It might be time to plan a trip to Japan.

A collective of Japanese creatives known as PARTY developed a digital, touch-sensitive and multi-sensory greenhouse in Tokyo’s Midtown Grass Square. Dubbed “Digital Vegetables,” the psychedelic installation features a technicolor greenhouse that teaches visitors about horticulture through touch, sight, and sound.

Design Boom reports that the interactive event combines LED lights with seven different kinds of touch-sensitive vegetables. When touched, each plant emits a unique color and melody. Tomatoes, for instance, release the tones of a violin; carrots toot trumpets sounds; when an eggplant is touched, it glitters harp sounds; radishes sing the flute; cabbages release deep oboe sounds; pumpkins generate clarinet sounds; and finally, sweet potatoes prompt the tinkling of piano keys. The resulting symphony pairs perfectly with the kaleidoscopic greenhouse.

Credit: PARTY

Said lead director Naomi Ito:

“Start off by touching the seven types of lives now growing strong in the soil. Then, bathe in the design of vegetables, enhanced by videos and sounds.”

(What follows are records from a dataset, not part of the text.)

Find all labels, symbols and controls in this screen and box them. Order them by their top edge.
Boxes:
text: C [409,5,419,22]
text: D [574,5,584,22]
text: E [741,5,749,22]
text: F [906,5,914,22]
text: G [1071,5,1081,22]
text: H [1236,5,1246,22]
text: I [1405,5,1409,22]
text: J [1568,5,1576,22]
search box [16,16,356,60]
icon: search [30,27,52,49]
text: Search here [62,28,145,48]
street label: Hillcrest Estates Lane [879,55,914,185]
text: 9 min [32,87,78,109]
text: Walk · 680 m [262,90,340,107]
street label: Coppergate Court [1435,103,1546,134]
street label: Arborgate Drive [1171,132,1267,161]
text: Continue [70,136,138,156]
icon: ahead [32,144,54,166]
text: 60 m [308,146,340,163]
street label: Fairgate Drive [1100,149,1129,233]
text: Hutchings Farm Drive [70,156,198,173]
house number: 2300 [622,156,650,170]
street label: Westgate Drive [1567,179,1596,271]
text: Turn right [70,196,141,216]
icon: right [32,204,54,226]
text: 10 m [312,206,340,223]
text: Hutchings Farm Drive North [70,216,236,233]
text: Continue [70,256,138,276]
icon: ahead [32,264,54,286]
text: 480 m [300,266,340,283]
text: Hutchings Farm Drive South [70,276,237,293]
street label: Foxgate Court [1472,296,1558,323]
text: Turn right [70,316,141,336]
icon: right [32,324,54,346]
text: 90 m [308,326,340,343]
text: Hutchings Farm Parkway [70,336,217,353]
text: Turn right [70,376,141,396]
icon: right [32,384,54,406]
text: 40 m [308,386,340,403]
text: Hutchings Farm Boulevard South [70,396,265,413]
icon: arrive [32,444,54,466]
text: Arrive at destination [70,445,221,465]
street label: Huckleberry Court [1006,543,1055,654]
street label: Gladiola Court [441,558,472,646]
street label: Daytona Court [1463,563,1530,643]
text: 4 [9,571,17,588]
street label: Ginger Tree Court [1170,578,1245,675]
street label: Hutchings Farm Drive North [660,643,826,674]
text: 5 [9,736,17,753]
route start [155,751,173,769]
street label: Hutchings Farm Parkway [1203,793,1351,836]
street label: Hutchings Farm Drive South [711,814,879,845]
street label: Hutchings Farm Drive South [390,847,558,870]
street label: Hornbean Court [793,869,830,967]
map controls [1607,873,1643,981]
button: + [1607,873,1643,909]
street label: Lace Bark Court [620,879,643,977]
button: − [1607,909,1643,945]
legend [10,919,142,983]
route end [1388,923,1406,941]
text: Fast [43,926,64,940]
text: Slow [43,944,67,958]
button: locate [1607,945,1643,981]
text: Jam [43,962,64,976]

For the installation, PARTY’s engineer, Ray Kunimoto, recorded authentic pant noises, such as the “sounds of rubbing seeds [and] touching leaves.” He then digitally mixed the sounds with those or orchestral instruments to make seven different melodies.

Credit: PARTY

The month-long festival focuses on “enjoying design through all fives senses.” If you’re planning a trip to Tokyo before November 5th, 2017, be sure to visit the Midtown Grass Square and experience the greenhouse for yourself.

Credit: PARTY

Credit: PARTY

Credit: PARTY

Credit: PARTY

Credit: PARTY

Importance of Horticulture Education

The psychedelic greenhouse certainly does amaze, but it does something even more impressive: it educates visitors about the importance of growing their own food and connecting with nature.

If resources afford, everyone should consider cultivating their own backyard garden. Why? Because by 2050, the world’s population is expected to exceed 9.8 billion. To prevent world hunger from becoming an even worse problem, individual — or family — initiate is required. Plus, there are more benefits to growing a garden than just receiving nutritious food.

1) Homegrown produce tastes better

As Grow A Good Life points out, homegrown produce tends to taste better than conventional produce, as it wasn’t picked before it was ripe then transported for weeks before it ended up on your local supermarket’s shelves.

2) Organic means fewer — or no — pesticides

Pesticides are often sprayed on crops to prevent pests from consuming the plant. If they kill the insects and adversely affect wildlife, why would they be beneficial when consumed by humans? Simply put, they’re not. (Learn more here) Fortunately, growing your own fruits and vegetables at home means you are in charge of what chemicals are sprayed on your food.

3) Reduction of food waste

In developed nations, such as the UK and the US, up to 40 percent of all food is thrown away. This is a conundrum, as 795 million people still go to bed hungry each evening. When you grow your own food, every scrap tends to be utilized. This is because cultivating your own food is by no means an easy feat. People invest more when they grow their own produce, which is why a reduction of food waste is an additional benefit of cultivating your own backyard garden.

4) Outdoor exercise

Growing a garden takes work — and fortunately, that effort can pay off in a big way. Maintaining a garden demands you spend time in fresh air, in the vitamin D-rich sun, and in contact with the soil which provides numerous benefits. Plus, gardening for 45 minutes burns the same amount of calories as running 1.5 miles in 15 minutes.